Drive-In And Chill: The Unlikely Comeback Of The Drive-In Movie


Like many outdoor movie theaters across the country, Warner’s Drive-In went dark in 2014.

The Franklin, West Virginia theater had been in operation for 62 years, built during the drive-in boom of the mid-1950s. The once-thriving institution, however, couldn’t afford the switch to digital projection. Quentin Tarantino declared that “cinema is dead,” following the demise of 35mm projection, and that was certainly the case for many outdoor theaters. Of the less than 400 drive-ins left in the U.S., the Los Angeles Times estimated in 2013 that just 10 percent were equipped for digital projection.

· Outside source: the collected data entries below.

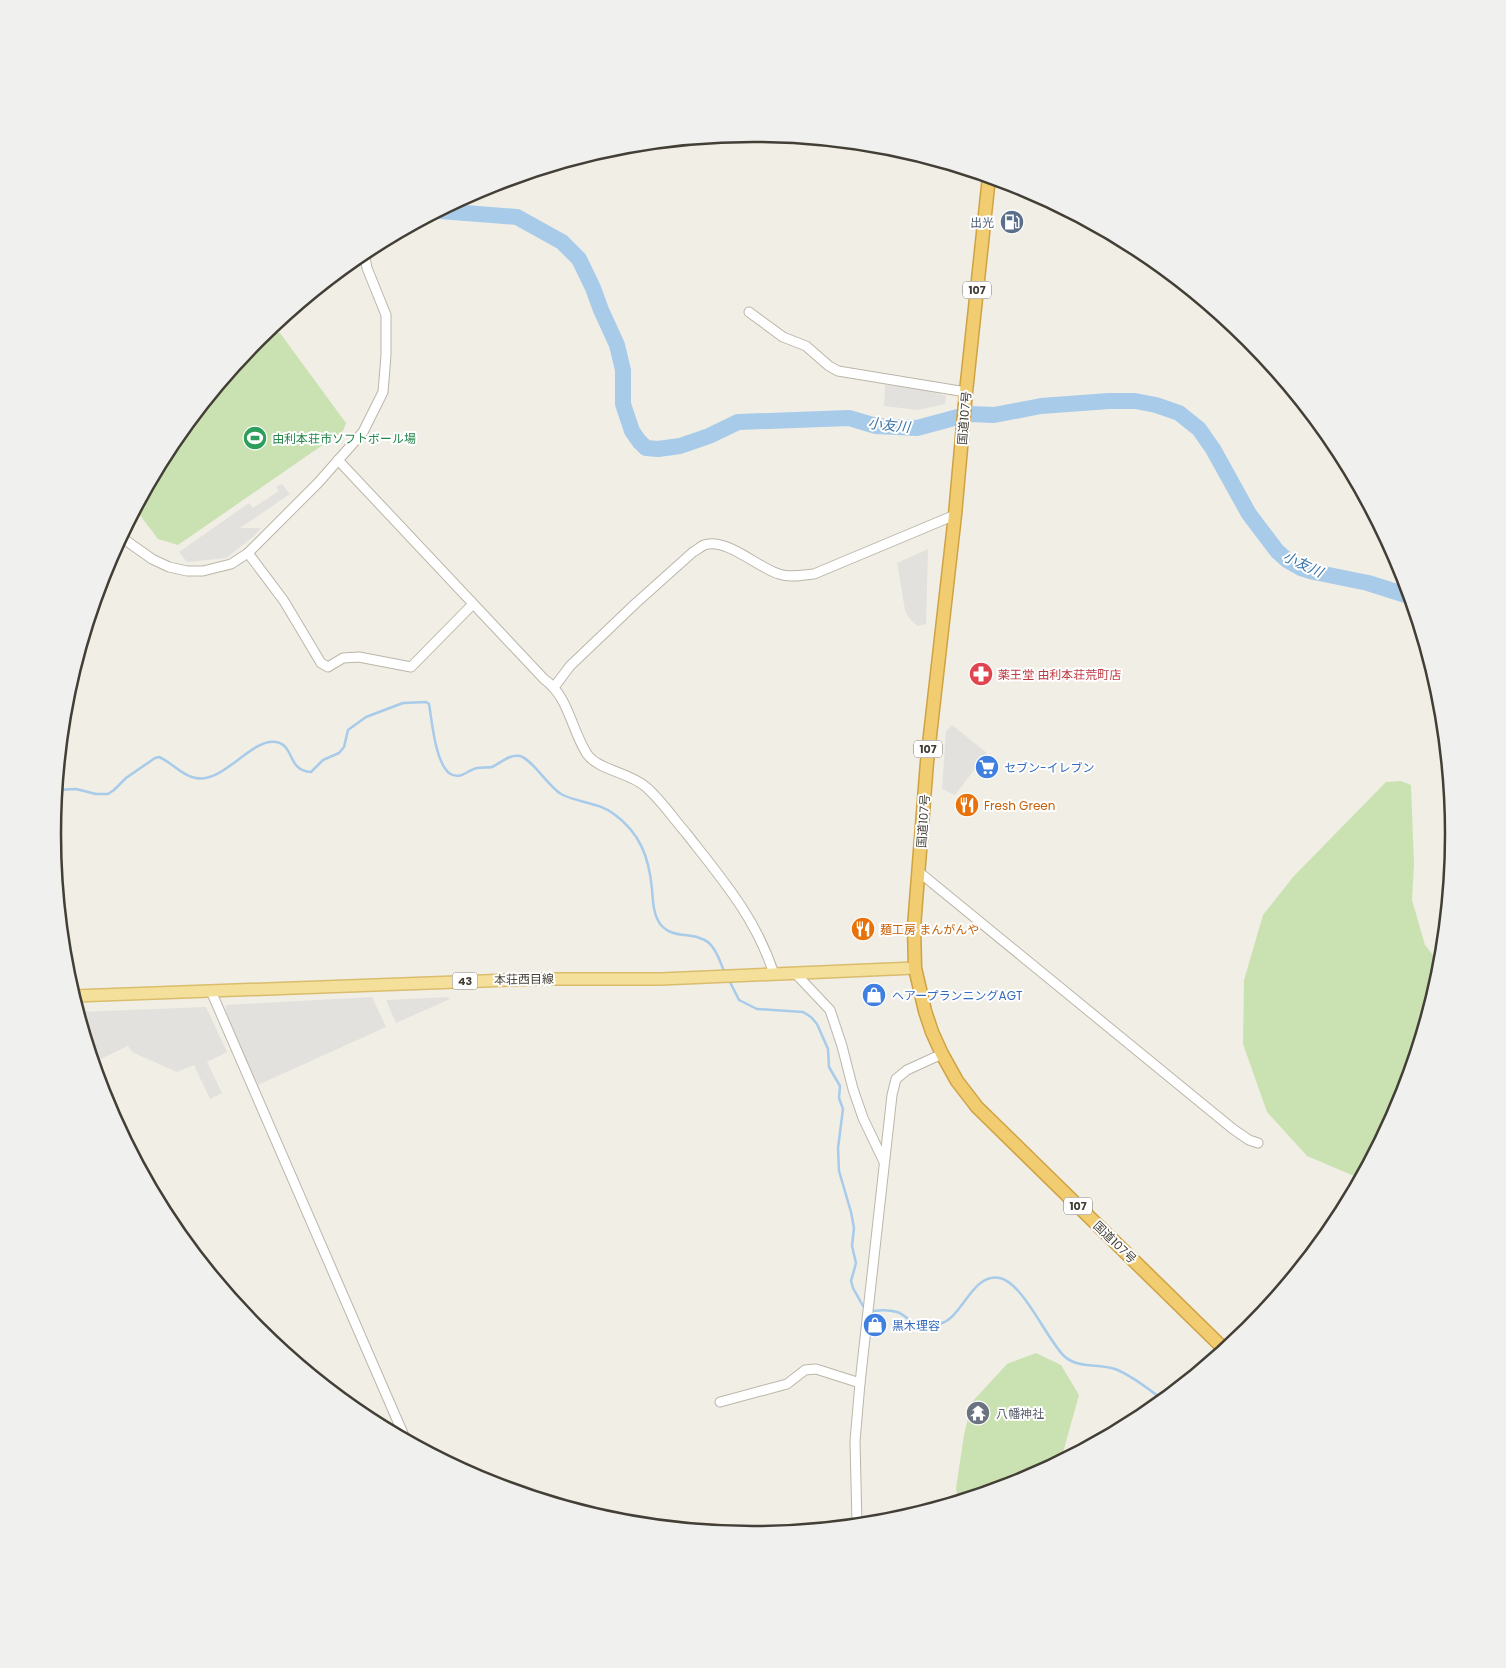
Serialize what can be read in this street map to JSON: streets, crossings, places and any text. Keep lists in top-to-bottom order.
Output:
{
  "streets": {
    "highway": ["107", "国道107号"],
    "main road": ["本荘西目線", "43"]
  },
  "crossings": [
    ["国道107号", "本荘西目線"]
  ],
  "water": ["小友川"],
  "places": {
    "fuel station": ["出光"],
    "sports": ["由利本荘市ソフトボール場"],
    "pharmacy": ["薬王堂 由利本荘荒町店"],
    "supermarket": ["セブン-イレブン"],
    "restaurant": ["Fresh Green", "麺工房 まんがんや"],
    "shop": ["ヘアープランニングAGT", "黒木理容"],
    "temple": ["八幡神社"]
  }
}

Making the upgrade would have cost Warner’s an exorbitant sum for a small business — between $50,000 to $100,000. Instead of going digital, its previous owners decided to close the beloved theater, a staple of life in the small Appalachian town, which is home to just 721 people.

Just two years later, Warner’s Drive-In made an unexpected comeback — and it’s not alone. The drive-in is witnessing a resurgence, with local theater owners fighting to save or restore their venues decades after the outdoor movie was pronounced dead. Franklin held a fundraiser to purchase a digital projector, selling t-shirts to pull together the necessary cash. According to Mike Mallow, the newest owner of Warner’s, the enthusiasm from the community was palpable. One townsperson even sold his house and donated the proceeds to the revitalization effort.

“It’s been part of the community since 1952,” the 35-year-old tells us. “Several generations have grown up with it — me being one of them.”

As a child, Mallow was rarely allowed to go to the movie theater. The rare exception was Disney’s The Lion King, which he saw on the big screen in 1994 after his siblings pleaded with their parents to let them see it. But as a teenager he became drawn to the community aspect of drive-ins, which combined an atmosphere akin to tailgating with his love of the cinema.

“When I got my driver’s license, I started going regularly — every weekend that I could,” Mallow says. “It’s almost like a cookout or a lawn party, where you go and talk with friends and you get to watch a movie when it gets dark. It’s a big social event before the movie.”